Let $n \in \mathbb{N}$ and let $0 \le y_1 \le \dots \le y_n \le 1$. Suppose that $(Y_{k,t})_{k\in\{1,\dots,n\}, t\in\mathbb{N}}$ is a family of independent random variables such that, for each $k\in\{1,\dots,n\}$, $(Y_{k,t})_{t\in\mathbb{N}}$ is a sequence of Bernoulli random variables of parameter $y_k$. Let $T_1,\dots,T_n\in\mathbb{N}$.

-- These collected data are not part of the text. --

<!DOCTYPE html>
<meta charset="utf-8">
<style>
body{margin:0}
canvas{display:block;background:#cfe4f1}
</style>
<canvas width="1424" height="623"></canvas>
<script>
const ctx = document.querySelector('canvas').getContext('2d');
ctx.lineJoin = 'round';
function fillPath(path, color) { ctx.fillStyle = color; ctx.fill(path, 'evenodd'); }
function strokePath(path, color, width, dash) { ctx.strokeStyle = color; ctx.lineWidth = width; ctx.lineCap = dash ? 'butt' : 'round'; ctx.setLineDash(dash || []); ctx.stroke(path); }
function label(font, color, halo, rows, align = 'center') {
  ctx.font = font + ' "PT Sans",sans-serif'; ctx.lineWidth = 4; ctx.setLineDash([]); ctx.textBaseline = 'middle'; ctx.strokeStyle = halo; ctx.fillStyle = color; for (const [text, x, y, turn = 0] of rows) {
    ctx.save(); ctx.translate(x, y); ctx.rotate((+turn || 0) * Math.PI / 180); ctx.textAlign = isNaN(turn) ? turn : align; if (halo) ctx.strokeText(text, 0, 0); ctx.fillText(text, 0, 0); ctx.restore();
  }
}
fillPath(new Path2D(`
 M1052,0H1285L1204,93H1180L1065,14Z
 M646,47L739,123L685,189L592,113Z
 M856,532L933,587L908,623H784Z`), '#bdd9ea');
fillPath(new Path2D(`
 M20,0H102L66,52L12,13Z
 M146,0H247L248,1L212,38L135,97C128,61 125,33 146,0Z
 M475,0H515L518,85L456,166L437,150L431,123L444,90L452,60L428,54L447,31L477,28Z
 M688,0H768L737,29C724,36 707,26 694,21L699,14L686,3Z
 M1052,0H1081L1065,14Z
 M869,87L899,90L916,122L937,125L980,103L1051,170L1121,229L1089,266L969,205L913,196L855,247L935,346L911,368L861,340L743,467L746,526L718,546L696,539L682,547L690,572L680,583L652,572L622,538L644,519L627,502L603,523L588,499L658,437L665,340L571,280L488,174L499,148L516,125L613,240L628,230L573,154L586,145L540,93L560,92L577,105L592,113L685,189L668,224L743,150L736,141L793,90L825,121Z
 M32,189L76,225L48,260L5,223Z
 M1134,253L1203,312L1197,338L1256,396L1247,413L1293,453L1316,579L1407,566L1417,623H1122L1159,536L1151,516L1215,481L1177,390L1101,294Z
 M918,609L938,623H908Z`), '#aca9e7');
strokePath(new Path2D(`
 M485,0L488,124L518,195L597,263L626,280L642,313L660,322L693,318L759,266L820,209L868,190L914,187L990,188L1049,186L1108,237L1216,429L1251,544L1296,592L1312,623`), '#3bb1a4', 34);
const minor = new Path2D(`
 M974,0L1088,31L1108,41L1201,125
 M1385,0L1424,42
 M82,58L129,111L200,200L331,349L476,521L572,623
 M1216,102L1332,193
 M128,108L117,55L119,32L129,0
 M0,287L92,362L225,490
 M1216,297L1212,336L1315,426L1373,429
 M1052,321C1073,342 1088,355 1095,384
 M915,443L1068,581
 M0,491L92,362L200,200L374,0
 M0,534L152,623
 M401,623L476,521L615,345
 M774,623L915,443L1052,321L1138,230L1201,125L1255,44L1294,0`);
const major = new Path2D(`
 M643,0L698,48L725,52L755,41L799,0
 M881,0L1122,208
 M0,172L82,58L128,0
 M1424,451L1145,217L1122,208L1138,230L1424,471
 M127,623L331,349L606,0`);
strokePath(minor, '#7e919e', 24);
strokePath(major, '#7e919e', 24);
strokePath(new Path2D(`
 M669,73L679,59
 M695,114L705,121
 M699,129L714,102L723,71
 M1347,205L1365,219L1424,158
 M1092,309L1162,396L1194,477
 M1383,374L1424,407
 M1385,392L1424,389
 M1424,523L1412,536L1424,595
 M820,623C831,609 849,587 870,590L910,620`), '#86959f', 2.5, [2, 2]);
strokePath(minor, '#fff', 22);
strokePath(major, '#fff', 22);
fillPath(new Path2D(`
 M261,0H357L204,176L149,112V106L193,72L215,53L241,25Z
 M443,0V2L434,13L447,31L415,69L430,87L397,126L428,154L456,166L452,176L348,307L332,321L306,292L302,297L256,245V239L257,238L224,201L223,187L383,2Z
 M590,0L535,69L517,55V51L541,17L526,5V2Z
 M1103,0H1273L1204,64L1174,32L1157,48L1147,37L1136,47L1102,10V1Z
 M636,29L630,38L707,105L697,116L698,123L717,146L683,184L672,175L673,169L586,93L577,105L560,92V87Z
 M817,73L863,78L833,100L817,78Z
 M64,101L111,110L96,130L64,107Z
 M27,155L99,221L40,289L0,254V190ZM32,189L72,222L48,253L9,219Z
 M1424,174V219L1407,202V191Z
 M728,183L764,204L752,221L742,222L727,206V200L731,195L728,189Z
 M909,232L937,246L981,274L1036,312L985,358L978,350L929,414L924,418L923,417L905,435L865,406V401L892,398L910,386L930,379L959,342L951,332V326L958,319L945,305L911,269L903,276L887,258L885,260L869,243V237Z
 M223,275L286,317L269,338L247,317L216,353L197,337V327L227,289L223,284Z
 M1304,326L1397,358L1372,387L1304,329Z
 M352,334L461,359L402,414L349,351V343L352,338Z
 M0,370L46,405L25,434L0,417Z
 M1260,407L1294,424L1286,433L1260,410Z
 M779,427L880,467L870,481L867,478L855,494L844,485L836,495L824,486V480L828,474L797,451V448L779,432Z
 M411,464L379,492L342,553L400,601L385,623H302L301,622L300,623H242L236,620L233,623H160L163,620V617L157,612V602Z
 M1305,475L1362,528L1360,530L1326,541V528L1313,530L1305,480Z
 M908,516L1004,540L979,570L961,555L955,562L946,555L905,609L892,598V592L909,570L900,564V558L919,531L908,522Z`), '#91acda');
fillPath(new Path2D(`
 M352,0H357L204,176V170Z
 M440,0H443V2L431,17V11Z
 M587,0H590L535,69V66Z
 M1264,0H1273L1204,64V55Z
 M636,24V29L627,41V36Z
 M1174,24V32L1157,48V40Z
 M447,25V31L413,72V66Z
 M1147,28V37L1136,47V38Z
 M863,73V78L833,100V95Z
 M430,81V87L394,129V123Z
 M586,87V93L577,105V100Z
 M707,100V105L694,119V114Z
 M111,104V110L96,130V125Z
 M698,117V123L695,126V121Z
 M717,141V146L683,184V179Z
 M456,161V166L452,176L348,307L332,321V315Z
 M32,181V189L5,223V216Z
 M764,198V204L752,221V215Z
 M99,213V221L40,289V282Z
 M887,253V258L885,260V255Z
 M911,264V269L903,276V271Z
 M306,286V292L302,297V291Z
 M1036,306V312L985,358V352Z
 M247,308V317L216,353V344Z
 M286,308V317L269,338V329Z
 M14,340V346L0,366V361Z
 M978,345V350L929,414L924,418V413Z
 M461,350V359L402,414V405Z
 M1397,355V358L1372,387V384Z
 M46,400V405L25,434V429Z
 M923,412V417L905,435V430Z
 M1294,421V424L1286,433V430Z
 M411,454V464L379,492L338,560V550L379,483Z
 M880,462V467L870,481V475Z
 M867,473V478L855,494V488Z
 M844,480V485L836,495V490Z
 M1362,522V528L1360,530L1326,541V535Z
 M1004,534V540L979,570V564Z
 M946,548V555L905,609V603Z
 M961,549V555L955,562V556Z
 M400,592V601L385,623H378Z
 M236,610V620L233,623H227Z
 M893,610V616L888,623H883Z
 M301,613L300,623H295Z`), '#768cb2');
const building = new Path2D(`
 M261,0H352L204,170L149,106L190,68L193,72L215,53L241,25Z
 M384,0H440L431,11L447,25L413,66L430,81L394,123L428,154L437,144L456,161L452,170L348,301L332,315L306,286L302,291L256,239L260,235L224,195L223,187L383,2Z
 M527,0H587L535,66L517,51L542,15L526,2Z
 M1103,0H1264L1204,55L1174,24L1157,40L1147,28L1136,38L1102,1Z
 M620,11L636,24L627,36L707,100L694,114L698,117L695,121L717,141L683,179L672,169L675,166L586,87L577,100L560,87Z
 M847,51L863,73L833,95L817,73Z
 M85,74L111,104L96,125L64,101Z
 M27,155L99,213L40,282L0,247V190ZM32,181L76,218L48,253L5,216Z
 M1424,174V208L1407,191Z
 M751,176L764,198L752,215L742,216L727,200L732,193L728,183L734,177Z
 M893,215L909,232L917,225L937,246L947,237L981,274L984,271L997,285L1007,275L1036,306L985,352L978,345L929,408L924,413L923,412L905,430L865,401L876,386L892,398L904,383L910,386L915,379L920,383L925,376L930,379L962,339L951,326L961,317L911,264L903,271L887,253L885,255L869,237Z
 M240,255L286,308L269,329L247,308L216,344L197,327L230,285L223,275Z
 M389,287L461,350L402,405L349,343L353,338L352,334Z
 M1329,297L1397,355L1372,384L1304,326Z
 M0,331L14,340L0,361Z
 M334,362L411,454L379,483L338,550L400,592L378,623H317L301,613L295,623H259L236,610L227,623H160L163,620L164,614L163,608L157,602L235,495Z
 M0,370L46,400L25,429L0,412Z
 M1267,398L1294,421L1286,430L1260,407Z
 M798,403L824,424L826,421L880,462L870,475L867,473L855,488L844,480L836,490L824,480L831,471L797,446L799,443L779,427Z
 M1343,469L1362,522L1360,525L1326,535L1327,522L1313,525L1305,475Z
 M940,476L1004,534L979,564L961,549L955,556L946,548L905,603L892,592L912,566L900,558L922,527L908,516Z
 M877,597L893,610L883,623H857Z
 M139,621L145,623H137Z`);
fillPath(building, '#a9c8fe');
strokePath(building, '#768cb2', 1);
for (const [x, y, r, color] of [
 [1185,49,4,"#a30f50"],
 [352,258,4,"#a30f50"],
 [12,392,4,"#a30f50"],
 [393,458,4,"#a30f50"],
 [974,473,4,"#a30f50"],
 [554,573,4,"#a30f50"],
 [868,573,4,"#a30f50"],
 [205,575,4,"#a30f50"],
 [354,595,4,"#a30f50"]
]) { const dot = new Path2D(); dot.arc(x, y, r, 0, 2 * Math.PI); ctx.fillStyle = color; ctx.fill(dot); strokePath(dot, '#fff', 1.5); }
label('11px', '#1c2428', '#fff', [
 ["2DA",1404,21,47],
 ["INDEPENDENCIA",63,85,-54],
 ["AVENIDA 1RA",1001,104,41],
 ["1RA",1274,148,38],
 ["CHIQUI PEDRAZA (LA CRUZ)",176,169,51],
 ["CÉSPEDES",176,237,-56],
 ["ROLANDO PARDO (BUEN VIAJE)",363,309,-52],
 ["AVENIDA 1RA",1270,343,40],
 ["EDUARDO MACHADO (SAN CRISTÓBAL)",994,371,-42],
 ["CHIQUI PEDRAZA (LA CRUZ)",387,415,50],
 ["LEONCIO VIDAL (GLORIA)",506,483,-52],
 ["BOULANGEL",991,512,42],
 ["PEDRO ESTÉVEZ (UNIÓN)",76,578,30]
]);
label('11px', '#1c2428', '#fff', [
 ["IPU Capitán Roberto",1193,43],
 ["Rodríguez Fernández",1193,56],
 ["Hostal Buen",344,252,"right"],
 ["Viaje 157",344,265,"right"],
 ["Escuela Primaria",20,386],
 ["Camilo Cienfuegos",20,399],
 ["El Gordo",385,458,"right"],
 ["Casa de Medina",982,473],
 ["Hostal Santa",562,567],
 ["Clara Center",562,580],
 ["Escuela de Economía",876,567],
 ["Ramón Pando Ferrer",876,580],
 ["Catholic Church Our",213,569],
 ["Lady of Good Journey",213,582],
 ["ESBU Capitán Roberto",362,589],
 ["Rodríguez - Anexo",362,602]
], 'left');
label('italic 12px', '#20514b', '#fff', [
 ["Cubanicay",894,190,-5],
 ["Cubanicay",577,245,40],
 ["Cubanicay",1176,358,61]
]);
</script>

Let $(\hat{Y}_1,\dots,\hat{Y}_n)$ be the solution of the quadratic constrained minimization problem \begin{equation*} \min_{0\le\hat{y}_1\le\dots\le\hat{y}_n\le1} \sum_{k=1}^n \sum_{t=1}^{T_k}(\hat{y_k}-Y_{k,t})^2 \end{equation*}
I'm looking for Hoeffding's inequality type guarantees for these estimators. Precisely, can we found (sharp, or nearly sharp, and hopefully better than the ones that hold for Hoeffding's inequality) constants $c_1,c_2>0$ such that, for each $n \in \mathbb{N}$, each $0\le y_1 \le \dots\le y_n \le 1$, each $T_1,\dots, T_n\in\mathbb{N}$, each $a_1,\dots,a_n \in \mathbb{R}$ and each $\delta\in (0,1)$ it holds
\begin{equation*} \mathbb{P}\bigg[ \bigg| \sum_{k=1}^n a_k\hat{Y}_k- \sum_{k=1}^n a_ky_k\bigg|\ge \sqrt{c_1 \sum_{k=1}^n\frac{a_k^2}{T_k} \log \Big(\frac{c_2}{\delta}\Big)} \bigg] \le \delta \;? \end{equation*}
(Notice that this inequality would hold with $c_1 = \frac{1}{2}$ and $c_2 = 2$ if we replace each estimator $\hat{Y}_k$ with $\frac{1}{T_k} \sum_{t=1}^{T_k} Y_{k,t}$, due to Hoeffding's inequality).
Even the cases where
- all the $a_k$ are $0$ except one whose value is $1$, or
- all the $a_k$ are $0$ except two whose value is $-1$ and $1$ respectively, or
- all the $a_k$ are equal to $1/n$,
would be interesting for me.
I've seen that the solution to the previous minimization problem goes under the name isotonic regression, but I realized that the literature is extremely vast and found myself quickly lost. I would very much appreciate even a pointer to some reference where this problem is properly addressed.